* _GIVEN RECORDS_
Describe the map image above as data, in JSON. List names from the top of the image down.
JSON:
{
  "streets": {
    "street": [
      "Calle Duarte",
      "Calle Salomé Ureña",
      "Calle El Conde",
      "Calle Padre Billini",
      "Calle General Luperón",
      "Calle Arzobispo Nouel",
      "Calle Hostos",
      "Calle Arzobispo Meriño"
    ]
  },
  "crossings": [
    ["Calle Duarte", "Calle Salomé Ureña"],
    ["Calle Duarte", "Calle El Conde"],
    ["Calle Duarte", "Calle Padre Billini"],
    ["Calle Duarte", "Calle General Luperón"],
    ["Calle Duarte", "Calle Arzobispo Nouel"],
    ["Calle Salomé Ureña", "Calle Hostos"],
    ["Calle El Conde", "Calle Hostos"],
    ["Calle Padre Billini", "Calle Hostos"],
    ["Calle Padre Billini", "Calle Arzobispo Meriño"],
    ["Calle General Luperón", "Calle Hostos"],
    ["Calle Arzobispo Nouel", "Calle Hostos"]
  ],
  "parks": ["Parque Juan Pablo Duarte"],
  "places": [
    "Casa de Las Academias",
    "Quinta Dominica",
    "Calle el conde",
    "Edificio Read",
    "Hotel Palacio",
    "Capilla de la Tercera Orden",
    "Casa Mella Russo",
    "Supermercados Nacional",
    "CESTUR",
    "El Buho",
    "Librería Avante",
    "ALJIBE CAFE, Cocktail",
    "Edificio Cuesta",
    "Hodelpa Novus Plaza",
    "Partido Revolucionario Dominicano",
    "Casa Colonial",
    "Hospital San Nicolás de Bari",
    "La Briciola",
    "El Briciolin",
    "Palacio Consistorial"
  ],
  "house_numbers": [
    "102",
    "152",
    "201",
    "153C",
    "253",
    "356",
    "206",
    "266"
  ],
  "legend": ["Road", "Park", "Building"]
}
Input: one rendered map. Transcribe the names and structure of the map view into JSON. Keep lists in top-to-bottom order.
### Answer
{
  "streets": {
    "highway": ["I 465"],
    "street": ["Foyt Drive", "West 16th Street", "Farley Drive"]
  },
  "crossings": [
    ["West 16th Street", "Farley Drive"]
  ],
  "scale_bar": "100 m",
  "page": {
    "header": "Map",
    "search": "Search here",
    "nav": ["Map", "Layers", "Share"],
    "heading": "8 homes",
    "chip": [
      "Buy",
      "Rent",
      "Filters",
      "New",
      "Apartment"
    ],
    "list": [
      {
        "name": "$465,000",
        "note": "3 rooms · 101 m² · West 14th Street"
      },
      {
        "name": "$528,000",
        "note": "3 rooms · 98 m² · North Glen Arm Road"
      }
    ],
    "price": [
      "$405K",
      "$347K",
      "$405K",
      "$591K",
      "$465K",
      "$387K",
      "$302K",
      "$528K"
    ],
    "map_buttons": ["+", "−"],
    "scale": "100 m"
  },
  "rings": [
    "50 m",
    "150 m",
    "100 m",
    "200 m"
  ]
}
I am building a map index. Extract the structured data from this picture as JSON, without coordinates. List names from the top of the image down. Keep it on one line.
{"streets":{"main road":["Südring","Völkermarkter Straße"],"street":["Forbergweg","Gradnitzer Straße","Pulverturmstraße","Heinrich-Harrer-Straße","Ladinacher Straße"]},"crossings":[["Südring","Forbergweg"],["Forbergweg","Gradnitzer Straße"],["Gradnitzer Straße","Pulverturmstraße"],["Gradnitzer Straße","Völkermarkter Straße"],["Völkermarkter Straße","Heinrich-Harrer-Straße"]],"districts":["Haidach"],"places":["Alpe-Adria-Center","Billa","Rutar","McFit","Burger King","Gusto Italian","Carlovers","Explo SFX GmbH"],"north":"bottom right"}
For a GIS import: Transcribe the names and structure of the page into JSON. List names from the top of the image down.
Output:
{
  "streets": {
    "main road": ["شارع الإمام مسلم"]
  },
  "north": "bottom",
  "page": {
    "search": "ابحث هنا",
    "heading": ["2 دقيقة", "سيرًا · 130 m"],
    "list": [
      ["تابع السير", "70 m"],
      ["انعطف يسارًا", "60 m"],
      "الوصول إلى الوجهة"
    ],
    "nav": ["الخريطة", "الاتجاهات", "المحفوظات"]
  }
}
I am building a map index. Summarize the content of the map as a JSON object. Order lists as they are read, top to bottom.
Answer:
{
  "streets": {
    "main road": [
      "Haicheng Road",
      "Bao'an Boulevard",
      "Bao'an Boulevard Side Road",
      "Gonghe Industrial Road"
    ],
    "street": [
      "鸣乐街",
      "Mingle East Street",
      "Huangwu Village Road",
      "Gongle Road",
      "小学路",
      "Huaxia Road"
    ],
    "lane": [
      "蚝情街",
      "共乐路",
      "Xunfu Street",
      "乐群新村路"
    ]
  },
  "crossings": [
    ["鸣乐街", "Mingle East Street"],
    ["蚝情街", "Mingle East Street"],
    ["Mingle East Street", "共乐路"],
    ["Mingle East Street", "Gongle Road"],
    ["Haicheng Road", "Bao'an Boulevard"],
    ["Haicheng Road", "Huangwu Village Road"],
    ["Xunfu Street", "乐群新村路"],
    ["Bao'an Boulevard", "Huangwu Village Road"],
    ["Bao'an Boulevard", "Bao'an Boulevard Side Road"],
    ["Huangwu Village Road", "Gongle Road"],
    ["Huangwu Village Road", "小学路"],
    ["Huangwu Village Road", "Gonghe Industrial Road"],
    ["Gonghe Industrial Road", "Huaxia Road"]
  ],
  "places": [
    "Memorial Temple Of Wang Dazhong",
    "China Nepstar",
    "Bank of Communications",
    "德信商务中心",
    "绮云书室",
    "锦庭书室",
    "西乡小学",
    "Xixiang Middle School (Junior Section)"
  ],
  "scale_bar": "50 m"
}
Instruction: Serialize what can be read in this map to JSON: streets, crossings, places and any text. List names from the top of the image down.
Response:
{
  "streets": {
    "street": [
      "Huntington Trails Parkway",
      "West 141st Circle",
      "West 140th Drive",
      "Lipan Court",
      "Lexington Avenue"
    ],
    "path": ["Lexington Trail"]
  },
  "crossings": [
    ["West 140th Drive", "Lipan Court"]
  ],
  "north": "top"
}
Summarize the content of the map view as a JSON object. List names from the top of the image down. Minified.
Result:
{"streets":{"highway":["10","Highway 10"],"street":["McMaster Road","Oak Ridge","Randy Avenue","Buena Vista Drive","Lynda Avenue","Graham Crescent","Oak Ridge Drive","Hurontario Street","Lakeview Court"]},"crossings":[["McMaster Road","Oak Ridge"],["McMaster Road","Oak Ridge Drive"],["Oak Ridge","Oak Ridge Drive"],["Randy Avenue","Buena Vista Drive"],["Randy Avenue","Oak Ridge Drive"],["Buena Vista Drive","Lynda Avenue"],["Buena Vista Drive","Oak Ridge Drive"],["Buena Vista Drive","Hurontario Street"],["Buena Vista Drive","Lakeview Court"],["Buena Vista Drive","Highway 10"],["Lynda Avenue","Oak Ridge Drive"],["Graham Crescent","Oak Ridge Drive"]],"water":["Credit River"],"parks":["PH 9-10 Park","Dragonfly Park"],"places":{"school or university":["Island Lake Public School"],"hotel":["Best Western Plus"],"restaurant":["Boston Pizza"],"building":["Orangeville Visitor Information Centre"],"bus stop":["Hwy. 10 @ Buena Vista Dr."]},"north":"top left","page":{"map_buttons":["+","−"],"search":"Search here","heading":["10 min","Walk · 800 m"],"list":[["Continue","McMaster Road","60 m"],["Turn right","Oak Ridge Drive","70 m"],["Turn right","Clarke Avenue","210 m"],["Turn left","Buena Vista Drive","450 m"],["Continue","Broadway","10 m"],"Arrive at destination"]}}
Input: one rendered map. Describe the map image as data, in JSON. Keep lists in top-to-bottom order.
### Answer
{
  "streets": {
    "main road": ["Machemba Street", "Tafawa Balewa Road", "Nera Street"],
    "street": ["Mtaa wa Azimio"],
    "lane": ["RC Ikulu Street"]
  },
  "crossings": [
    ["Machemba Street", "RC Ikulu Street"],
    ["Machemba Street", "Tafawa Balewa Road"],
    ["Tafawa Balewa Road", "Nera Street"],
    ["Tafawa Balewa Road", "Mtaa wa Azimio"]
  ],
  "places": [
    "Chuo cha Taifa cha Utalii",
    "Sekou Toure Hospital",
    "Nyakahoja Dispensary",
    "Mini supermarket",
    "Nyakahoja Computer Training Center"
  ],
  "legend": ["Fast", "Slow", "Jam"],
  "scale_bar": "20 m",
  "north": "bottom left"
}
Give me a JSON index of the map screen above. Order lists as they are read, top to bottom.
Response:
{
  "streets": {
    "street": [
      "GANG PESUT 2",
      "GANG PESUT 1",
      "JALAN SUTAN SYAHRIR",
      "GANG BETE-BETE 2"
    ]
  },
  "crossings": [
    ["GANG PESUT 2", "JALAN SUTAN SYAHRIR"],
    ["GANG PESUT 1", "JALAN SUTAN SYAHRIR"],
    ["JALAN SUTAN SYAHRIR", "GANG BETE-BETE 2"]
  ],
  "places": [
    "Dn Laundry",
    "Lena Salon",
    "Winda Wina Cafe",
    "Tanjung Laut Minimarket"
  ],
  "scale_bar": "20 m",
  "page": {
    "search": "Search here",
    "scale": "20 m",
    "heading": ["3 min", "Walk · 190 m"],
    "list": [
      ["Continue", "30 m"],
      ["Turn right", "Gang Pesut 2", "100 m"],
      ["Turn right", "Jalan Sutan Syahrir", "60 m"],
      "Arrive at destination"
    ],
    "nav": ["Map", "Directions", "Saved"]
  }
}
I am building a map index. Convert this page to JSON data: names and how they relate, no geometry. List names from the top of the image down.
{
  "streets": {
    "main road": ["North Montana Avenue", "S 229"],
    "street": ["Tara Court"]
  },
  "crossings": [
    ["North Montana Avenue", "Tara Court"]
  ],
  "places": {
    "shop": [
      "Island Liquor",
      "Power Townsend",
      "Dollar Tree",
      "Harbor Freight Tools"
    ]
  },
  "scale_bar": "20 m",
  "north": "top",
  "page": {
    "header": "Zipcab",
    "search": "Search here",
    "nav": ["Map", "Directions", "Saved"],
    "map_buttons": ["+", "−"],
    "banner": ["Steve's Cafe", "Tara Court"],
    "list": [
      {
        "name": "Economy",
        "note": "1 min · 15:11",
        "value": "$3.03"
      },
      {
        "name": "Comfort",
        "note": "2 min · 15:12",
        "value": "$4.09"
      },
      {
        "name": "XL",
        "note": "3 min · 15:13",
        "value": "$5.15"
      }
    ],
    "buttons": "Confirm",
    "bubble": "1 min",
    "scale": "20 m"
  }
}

* _TASK GOAL_
From the records above, copy out the line with "I am building a map index. Extract", the line with "I am building a map index. Summarize", and every line between them, word for word.

* _FINISHED EXERCISE_
I am building a map index. Extract the structured data from this picture as JSON, without coordinates. List names from the top of the image down. Keep it on one line.
{"streets":{"main road":["Südring","Völkermarkter Straße"],"street":["Forbergweg","Gradnitzer Straße","Pulverturmstraße","Heinrich-Harrer-Straße","Ladinacher Straße"]},"crossings":[["Südring","Forbergweg"],["Forbergweg","Gradnitzer Straße"],["Gradnitzer Straße","Pulverturmstraße"],["Gradnitzer Straße","Völkermarkter Straße"],["Völkermarkter Straße","Heinrich-Harrer-Straße"]],"districts":["Haidach"],"places":["Alpe-Adria-Center","Billa","Rutar","McFit","Burger King","Gusto Italian","Carlovers","Explo SFX GmbH"],"north":"bottom right"}
For a GIS import: Transcribe the names and structure of the page into JSON. List names from the top of the image down.
Output:
{
  "streets": {
    "main road": ["شارع الإمام مسلم"]
  },
  "north": "bottom",
  "page": {
    "search": "ابحث هنا",
    "heading": ["2 دقيقة", "سيرًا · 130 m"],
    "list": [
      ["تابع السير", "70 m"],
      ["انعطف يسارًا", "60 m"],
      "الوصول إلى الوجهة"
    ],
    "nav": ["الخريطة", "الاتجاهات", "المحفوظات"]
  }
}
I am building a map index. Summarize the content of the map as a JSON object. Order lists as they are read, top to bottom.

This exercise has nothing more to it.